• Aim of the task:
Reproduce only the stretch of entries below that begins at the first line and ends at the line holding "position:absolute; left:2471px; top:978px;".

[[ Data supplied, beginning ]]

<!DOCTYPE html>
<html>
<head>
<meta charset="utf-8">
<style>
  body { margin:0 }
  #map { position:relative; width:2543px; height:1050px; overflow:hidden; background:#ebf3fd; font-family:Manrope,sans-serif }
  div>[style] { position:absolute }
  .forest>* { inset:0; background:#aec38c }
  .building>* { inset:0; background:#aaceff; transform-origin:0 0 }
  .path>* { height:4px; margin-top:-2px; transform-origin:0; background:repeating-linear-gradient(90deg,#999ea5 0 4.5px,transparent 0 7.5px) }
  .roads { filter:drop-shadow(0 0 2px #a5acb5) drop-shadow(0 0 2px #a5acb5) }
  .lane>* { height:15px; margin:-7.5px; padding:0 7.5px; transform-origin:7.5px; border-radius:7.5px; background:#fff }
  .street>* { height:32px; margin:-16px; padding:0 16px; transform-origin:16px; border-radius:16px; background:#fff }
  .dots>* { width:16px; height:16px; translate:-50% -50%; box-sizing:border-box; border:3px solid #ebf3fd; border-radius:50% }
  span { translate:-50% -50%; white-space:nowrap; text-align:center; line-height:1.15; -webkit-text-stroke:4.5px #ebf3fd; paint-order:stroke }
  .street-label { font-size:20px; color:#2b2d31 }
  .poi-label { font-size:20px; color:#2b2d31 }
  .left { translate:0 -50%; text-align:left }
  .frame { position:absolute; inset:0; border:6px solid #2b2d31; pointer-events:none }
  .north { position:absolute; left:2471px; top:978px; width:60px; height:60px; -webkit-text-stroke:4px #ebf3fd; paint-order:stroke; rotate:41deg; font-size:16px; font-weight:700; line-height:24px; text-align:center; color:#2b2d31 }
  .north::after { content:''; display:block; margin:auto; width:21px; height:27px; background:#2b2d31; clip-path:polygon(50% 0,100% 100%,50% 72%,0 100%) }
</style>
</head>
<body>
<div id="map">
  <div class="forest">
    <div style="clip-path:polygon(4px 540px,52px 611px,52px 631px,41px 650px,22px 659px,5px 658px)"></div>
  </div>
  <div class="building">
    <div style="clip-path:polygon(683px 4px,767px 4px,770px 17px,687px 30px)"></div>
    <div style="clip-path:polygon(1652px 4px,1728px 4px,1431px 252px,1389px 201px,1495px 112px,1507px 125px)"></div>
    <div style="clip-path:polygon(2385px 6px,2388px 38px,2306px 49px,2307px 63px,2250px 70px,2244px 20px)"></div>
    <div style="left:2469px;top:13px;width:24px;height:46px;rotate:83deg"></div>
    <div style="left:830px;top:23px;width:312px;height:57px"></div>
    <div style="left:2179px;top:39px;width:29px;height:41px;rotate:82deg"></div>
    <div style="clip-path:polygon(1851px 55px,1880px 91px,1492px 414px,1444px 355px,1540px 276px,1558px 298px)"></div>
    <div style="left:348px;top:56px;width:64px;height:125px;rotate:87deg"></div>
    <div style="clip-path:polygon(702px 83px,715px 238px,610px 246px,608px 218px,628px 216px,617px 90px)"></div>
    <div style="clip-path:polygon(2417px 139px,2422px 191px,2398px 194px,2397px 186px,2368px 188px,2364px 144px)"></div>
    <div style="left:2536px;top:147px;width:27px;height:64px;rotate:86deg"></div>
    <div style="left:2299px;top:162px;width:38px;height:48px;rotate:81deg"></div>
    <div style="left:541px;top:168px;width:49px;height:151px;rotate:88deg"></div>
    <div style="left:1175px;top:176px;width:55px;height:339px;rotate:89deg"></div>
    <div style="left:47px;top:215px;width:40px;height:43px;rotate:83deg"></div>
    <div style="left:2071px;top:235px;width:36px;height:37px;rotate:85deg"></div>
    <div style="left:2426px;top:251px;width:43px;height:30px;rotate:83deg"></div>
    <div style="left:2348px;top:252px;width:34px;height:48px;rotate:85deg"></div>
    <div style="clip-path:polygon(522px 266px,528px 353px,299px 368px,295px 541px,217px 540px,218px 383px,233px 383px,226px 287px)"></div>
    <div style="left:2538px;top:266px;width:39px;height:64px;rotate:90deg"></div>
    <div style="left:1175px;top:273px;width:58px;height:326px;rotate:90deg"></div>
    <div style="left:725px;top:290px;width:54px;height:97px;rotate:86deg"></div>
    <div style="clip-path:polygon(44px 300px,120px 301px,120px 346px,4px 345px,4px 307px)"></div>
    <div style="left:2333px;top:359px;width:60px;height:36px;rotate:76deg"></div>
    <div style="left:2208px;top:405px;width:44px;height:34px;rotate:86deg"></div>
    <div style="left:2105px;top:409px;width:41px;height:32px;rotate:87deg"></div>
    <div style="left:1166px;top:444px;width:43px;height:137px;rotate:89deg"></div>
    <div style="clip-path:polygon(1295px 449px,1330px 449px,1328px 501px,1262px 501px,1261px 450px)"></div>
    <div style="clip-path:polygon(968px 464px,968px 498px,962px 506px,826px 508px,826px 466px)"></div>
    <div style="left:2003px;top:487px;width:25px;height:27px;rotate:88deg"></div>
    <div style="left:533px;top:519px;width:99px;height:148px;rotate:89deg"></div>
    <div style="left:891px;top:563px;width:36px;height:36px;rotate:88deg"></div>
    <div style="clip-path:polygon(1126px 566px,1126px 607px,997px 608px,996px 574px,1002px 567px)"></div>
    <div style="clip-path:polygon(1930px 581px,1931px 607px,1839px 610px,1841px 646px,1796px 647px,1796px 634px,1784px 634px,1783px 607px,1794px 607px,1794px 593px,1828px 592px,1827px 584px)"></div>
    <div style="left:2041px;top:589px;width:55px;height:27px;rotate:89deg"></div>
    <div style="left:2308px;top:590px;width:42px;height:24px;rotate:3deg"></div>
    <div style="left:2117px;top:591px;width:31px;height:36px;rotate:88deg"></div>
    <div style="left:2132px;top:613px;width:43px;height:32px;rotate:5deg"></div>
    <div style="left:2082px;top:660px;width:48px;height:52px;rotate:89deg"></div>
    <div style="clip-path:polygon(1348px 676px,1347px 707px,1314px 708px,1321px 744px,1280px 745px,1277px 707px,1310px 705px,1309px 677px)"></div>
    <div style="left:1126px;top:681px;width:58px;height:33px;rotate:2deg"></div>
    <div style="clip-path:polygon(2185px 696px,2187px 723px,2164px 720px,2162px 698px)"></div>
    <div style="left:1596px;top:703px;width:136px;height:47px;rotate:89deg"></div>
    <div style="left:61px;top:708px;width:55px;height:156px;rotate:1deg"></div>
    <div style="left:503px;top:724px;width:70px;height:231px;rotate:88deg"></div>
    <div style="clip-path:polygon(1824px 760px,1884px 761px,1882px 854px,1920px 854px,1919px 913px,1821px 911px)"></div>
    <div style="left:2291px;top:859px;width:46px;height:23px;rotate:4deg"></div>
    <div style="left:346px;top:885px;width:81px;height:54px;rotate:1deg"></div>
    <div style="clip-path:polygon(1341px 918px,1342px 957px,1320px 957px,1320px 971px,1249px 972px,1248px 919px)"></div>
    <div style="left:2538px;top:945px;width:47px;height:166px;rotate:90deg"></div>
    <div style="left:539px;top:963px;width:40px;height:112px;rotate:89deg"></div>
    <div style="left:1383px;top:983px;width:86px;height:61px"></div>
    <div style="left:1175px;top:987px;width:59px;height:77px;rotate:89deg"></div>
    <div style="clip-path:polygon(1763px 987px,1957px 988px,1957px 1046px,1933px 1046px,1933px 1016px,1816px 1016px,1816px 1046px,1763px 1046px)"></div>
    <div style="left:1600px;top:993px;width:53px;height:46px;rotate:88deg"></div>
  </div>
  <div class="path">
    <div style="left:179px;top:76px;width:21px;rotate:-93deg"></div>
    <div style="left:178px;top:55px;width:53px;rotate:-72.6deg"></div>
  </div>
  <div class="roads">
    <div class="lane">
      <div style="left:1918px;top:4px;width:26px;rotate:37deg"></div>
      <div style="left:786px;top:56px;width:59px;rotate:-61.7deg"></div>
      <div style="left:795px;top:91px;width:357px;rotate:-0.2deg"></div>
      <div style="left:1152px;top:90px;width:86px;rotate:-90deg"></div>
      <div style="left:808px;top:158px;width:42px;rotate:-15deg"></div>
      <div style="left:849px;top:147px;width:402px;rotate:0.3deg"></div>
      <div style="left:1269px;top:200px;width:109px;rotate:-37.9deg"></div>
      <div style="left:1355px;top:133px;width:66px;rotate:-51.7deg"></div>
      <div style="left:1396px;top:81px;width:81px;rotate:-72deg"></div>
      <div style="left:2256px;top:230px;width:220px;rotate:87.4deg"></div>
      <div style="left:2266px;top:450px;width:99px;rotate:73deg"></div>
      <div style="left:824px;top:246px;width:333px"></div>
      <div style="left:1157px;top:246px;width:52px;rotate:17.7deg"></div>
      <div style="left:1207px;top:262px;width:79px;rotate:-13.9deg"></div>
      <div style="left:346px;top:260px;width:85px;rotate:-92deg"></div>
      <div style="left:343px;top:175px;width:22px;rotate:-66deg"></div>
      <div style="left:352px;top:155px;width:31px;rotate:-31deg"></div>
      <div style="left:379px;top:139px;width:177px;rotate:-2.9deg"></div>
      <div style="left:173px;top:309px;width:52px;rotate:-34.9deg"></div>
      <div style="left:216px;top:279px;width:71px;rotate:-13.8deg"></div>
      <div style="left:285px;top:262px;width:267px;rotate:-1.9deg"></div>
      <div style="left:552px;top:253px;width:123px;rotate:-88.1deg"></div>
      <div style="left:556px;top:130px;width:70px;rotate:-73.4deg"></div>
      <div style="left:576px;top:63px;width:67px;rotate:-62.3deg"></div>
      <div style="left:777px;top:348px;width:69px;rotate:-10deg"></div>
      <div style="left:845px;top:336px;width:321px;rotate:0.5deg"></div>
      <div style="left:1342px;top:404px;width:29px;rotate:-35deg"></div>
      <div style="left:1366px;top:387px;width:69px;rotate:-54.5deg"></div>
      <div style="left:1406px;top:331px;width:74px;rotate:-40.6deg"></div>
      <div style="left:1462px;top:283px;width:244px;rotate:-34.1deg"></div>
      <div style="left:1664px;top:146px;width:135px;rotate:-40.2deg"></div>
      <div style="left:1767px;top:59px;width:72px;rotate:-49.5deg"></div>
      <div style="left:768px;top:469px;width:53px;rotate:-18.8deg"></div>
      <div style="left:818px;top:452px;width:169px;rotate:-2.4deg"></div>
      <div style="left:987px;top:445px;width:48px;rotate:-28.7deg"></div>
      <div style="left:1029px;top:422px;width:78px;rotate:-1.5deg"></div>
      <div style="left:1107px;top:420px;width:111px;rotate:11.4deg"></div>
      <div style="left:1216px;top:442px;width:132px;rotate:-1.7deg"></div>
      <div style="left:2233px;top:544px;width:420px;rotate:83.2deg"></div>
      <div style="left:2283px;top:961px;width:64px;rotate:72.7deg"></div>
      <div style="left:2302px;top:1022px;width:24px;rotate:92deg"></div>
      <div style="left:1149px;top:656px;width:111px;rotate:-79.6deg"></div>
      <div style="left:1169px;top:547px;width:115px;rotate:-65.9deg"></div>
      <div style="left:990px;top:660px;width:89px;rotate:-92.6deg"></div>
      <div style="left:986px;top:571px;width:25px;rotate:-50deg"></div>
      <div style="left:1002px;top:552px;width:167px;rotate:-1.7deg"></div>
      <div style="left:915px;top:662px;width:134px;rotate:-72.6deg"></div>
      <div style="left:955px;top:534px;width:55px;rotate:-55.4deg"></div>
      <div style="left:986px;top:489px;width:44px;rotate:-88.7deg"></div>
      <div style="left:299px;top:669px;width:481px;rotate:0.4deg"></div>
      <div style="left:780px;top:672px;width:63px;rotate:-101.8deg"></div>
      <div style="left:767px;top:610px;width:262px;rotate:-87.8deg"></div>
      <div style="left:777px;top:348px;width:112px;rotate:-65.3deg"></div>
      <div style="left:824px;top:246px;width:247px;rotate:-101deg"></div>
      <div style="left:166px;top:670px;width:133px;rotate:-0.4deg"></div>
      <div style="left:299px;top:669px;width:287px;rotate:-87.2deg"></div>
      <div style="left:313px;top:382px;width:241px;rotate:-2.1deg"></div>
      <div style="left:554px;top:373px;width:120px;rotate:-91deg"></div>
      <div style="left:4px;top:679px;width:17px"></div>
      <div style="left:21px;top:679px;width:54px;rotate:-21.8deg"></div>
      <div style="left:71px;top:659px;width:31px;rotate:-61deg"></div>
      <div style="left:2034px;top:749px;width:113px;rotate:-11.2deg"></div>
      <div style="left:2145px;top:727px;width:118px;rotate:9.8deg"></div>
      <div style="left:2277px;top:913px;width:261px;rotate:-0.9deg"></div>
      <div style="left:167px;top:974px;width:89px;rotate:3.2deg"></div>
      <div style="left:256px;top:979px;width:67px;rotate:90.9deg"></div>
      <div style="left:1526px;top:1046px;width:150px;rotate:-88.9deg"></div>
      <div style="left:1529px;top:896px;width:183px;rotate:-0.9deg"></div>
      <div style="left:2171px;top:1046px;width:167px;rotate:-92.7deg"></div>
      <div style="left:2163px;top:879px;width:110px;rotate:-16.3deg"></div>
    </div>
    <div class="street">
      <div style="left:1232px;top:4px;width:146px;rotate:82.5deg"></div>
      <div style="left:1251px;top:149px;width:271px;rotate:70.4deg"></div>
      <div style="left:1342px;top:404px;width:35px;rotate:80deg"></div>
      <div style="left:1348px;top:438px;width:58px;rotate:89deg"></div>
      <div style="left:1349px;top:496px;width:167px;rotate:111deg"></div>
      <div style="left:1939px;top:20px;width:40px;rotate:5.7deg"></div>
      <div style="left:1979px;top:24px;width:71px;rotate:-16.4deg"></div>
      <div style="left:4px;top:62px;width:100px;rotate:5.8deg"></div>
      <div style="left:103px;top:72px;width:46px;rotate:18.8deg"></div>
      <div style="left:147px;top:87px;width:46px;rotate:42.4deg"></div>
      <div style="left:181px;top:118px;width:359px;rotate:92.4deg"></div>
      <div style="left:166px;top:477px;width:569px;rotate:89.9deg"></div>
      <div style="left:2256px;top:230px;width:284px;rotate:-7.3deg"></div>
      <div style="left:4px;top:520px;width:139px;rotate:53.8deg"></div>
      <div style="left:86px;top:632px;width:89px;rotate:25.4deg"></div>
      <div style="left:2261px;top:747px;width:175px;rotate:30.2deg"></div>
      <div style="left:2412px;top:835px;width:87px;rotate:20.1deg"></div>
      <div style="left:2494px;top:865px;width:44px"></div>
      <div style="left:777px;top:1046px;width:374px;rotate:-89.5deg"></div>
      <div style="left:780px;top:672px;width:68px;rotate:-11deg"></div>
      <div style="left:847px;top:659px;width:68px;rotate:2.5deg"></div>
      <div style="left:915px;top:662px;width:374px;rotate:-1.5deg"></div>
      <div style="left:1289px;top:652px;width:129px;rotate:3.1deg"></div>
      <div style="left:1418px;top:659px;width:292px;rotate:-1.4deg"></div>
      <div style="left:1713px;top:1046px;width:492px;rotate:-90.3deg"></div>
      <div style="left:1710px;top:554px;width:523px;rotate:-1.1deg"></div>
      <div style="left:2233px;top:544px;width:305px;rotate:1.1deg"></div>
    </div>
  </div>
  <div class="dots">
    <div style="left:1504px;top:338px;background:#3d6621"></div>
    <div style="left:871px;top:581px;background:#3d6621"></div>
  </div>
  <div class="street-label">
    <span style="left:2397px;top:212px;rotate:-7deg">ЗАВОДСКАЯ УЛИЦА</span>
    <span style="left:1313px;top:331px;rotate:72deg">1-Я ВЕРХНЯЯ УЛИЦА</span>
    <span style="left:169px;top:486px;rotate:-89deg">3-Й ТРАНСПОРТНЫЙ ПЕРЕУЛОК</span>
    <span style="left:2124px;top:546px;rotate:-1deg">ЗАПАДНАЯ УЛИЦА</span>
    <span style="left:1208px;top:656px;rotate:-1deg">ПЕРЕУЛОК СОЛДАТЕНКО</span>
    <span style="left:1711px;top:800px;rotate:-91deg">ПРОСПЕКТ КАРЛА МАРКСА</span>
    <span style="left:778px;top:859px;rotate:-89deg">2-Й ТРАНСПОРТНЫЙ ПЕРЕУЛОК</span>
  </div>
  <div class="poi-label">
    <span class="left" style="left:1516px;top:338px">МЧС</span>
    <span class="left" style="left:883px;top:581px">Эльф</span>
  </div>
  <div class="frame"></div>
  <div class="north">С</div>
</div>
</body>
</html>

[[ Data supplied, end ]]

• Task answer:
<!DOCTYPE html>
<html>
<head>
<meta charset="utf-8">
<style>
  body { margin:0 }
  #map { position:relative; width:2543px; height:1050px; overflow:hidden; background:#ebf3fd; font-family:Manrope,sans-serif }
  div>[style] { position:absolute }
  .forest>* { inset:0; background:#aec38c }
  .building>* { inset:0; background:#aaceff; transform-origin:0 0 }
  .path>* { height:4px; margin-top:-2px; transform-origin:0; background:repeating-linear-gradient(90deg,#999ea5 0 4.5px,transparent 0 7.5px) }
  .roads { filter:drop-shadow(0 0 2px #a5acb5) drop-shadow(0 0 2px #a5acb5) }
  .lane>* { height:15px; margin:-7.5px; padding:0 7.5px; transform-origin:7.5px; border-radius:7.5px; background:#fff }
  .street>* { height:32px; margin:-16px; padding:0 16px; transform-origin:16px; border-radius:16px; background:#fff }
  .dots>* { width:16px; height:16px; translate:-50% -50%; box-sizing:border-box; border:3px solid #ebf3fd; border-radius:50% }
  span { translate:-50% -50%; white-space:nowrap; text-align:center; line-height:1.15; -webkit-text-stroke:4.5px #ebf3fd; paint-order:stroke }
  .street-label { font-size:20px; color:#2b2d31 }
  .poi-label { font-size:20px; color:#2b2d31 }
  .left { translate:0 -50%; text-align:left }
  .frame { position:absolute; inset:0; border:6px solid #2b2d31; pointer-events:none }
  .north { position:absolute; left:2471px; top:978px; width:60px; height:60px; -webkit-text-stroke:4px #ebf3fd; paint-order:stroke; rotate:41deg; font-size:16px; font-weight:700; line-height:24px; text-align:center; color:#2b2d31 }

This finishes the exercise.